她扫了李明慧一眼,李明慧的脸一下子白了,攥着侯夫人的手更紧了。

你这孩子怎么说话呢,我们也是为了你好,你一个姑娘家,拎着个包袱能去哪?难道真跟你爹回乡下种地去?
这就不劳你们费心了,我自有去处。

她拎着包袱就往门口走,那个穿粗布衣裳的中年男人连忙跟上,张了张嘴想说什么,看见她脸色不好,又把话咽了回去。
走到门口,林晚星脚步顿了顿,没回头,抬手指了指隔壁那间院墙都破了个洞的宅子。
我去隔壁沈家住。

这话一出来,整个正厅的人都炸了。

什么?隔壁那个穷秀才沈砚家?他连自己都快养不活了,你去他家喝西北风啊?

我的天,林晚星是不是被退婚刺激疯了?沈砚可是出了名的穷,上次我看见他去买米,连五文钱都掏不出来!
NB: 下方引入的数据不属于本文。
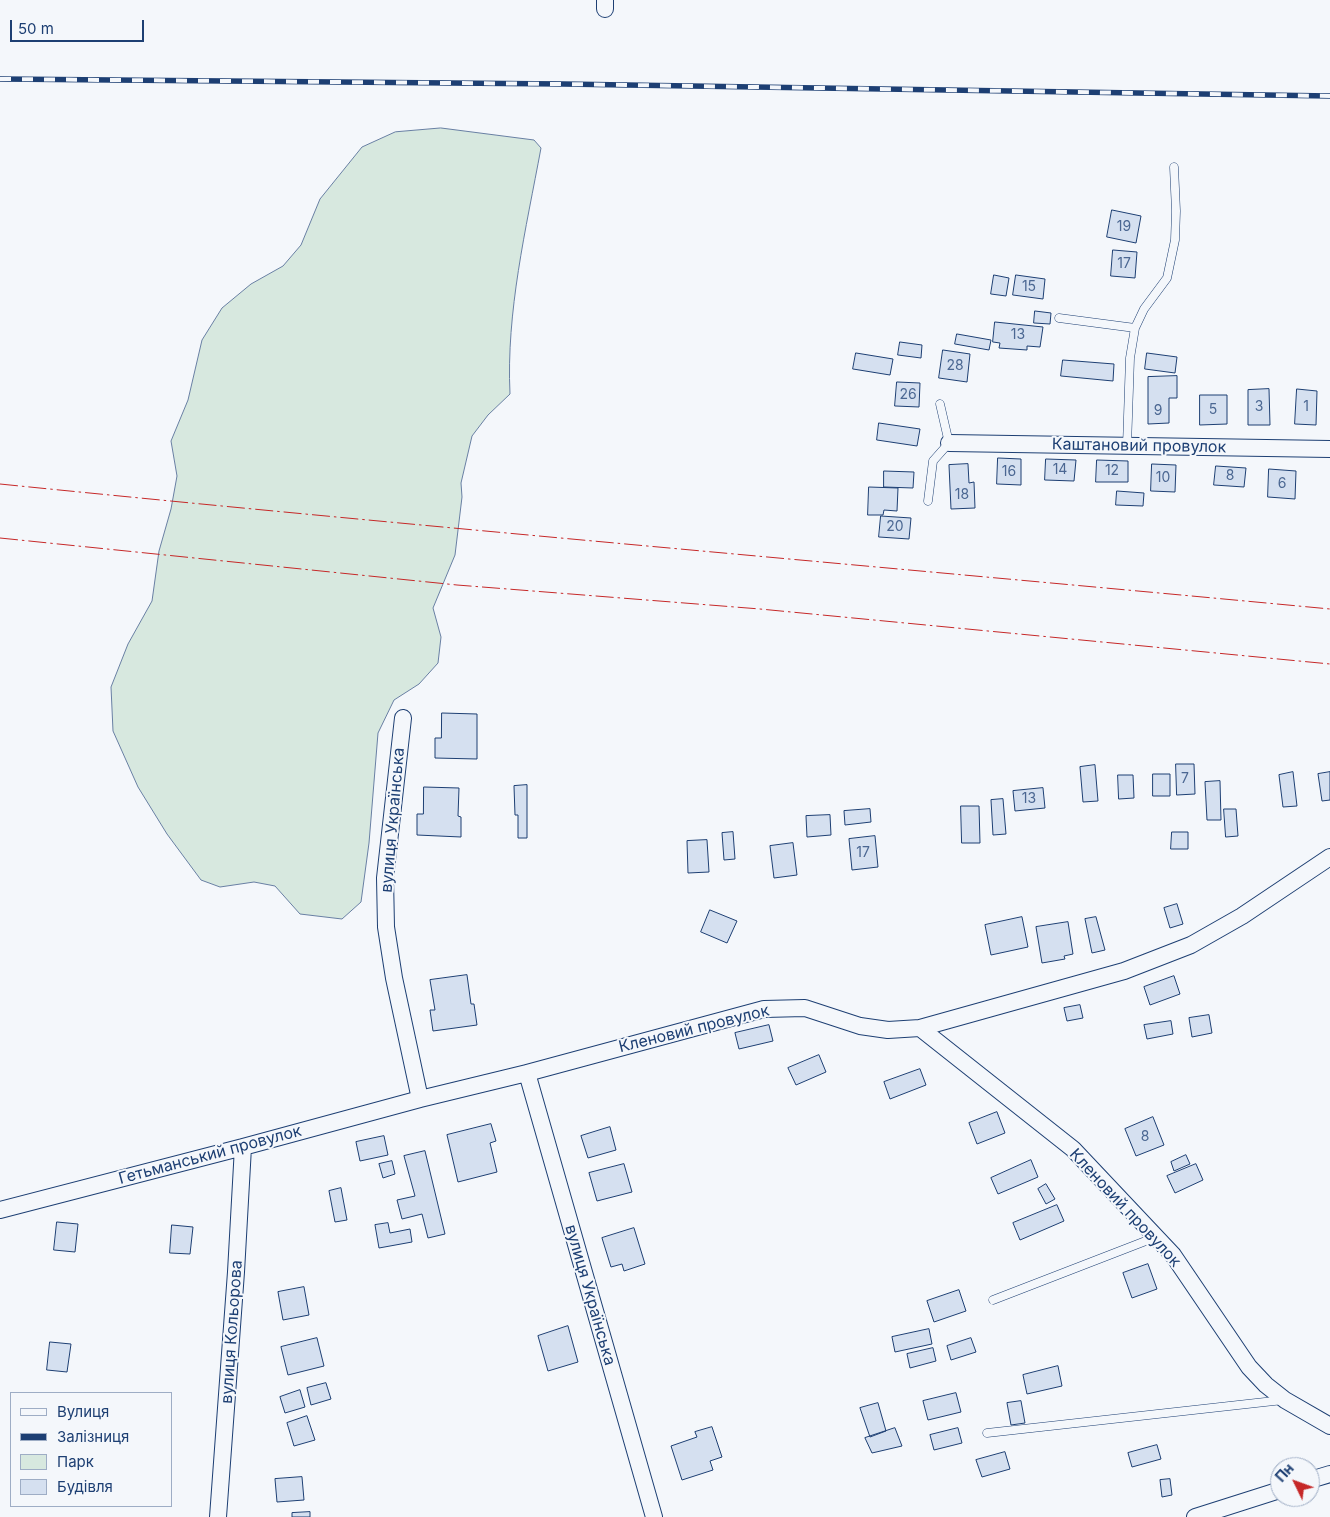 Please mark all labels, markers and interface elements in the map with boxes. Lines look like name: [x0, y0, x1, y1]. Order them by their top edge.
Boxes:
scale bar: [12, 10, 146, 42]
text: 50 m: [18, 19, 54, 38]
house number: 19: [1117, 219, 1131, 235]
house number: 17: [1117, 256, 1131, 272]
house number: 15: [1022, 279, 1036, 295]
house number: 13: [1011, 327, 1025, 343]
house number: 28: [946, 358, 964, 374]
house number: 26: [899, 387, 917, 403]
house number: 3: [1255, 399, 1263, 415]
house number: 1: [1303, 399, 1309, 415]
house number: 5: [1209, 402, 1217, 418]
house number: 9: [1154, 403, 1162, 419]
street label: Каштановий провулок: [1052, 435, 1226, 457]
house number: 14: [1053, 462, 1067, 478]
house number: 12: [1105, 463, 1119, 479]
house number: 16: [1002, 464, 1016, 480]
house number: 8: [1226, 468, 1234, 484]
house number: 10: [1156, 470, 1170, 486]
house number: 6: [1278, 476, 1286, 492]
house number: 18: [955, 487, 969, 503]
house number: 20: [886, 519, 904, 535]
street label: вулиця Українська: [377, 747, 409, 893]
house number: 7: [1181, 771, 1189, 787]
house number: 13: [1022, 791, 1036, 807]
house number: 17: [856, 845, 870, 861]
street label: Кленовий провулок: [617, 1001, 771, 1057]
street label: Гетьманський провулок: [116, 1121, 304, 1189]
house number: 8: [1141, 1129, 1149, 1145]
street label: Кленовий провулок: [1065, 1145, 1185, 1271]
street label: вулиця Українська: [561, 1222, 619, 1368]
street label: вулиця Кольорова: [217, 1260, 247, 1404]
legend: [10, 1392, 172, 1507]
text: Вулиця: [57, 1402, 109, 1421]
text: Залізниця: [57, 1427, 129, 1446]
text: Парк: [57, 1452, 94, 1471]
north arrow: [1270, 1457, 1320, 1507]
text: Пн: [1271, 1459, 1297, 1485]
text: Будівля: [57, 1477, 113, 1496]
林晚星,你别赌气,就算你不想回乡下,也不用作践自己去跟个穷秀才过日子,我可以给你找个小院安置……
林晚星没理他们,拎着包袱就出了侯府的门,径直走到隔壁那扇掉漆的木门前,抬手就敲了敲。
门吱呀一声开了,露出一张清俊得过分的脸,青年穿着洗得发白的青布长衫,指尖还沾着墨渍,看见她拎着包袱站在门口,愣了一下。
沈砚,你上次说等我什么时候想嫁你,直接拎包袱过来就行,这话还算数吗?

沈砚的瞳孔微微缩了一下,视线落在她身后不远处,侯府门口挤着一堆探头探脑的人,脸上的表情一个比一个精彩。他没说话,侧过身,把院门让开了一条缝。
风卷着巷口的桃花瓣吹过来,落在林晚星的发梢上。她刚要抬脚跨进去,就听见身后传来侯夫人气急败坏的喊声。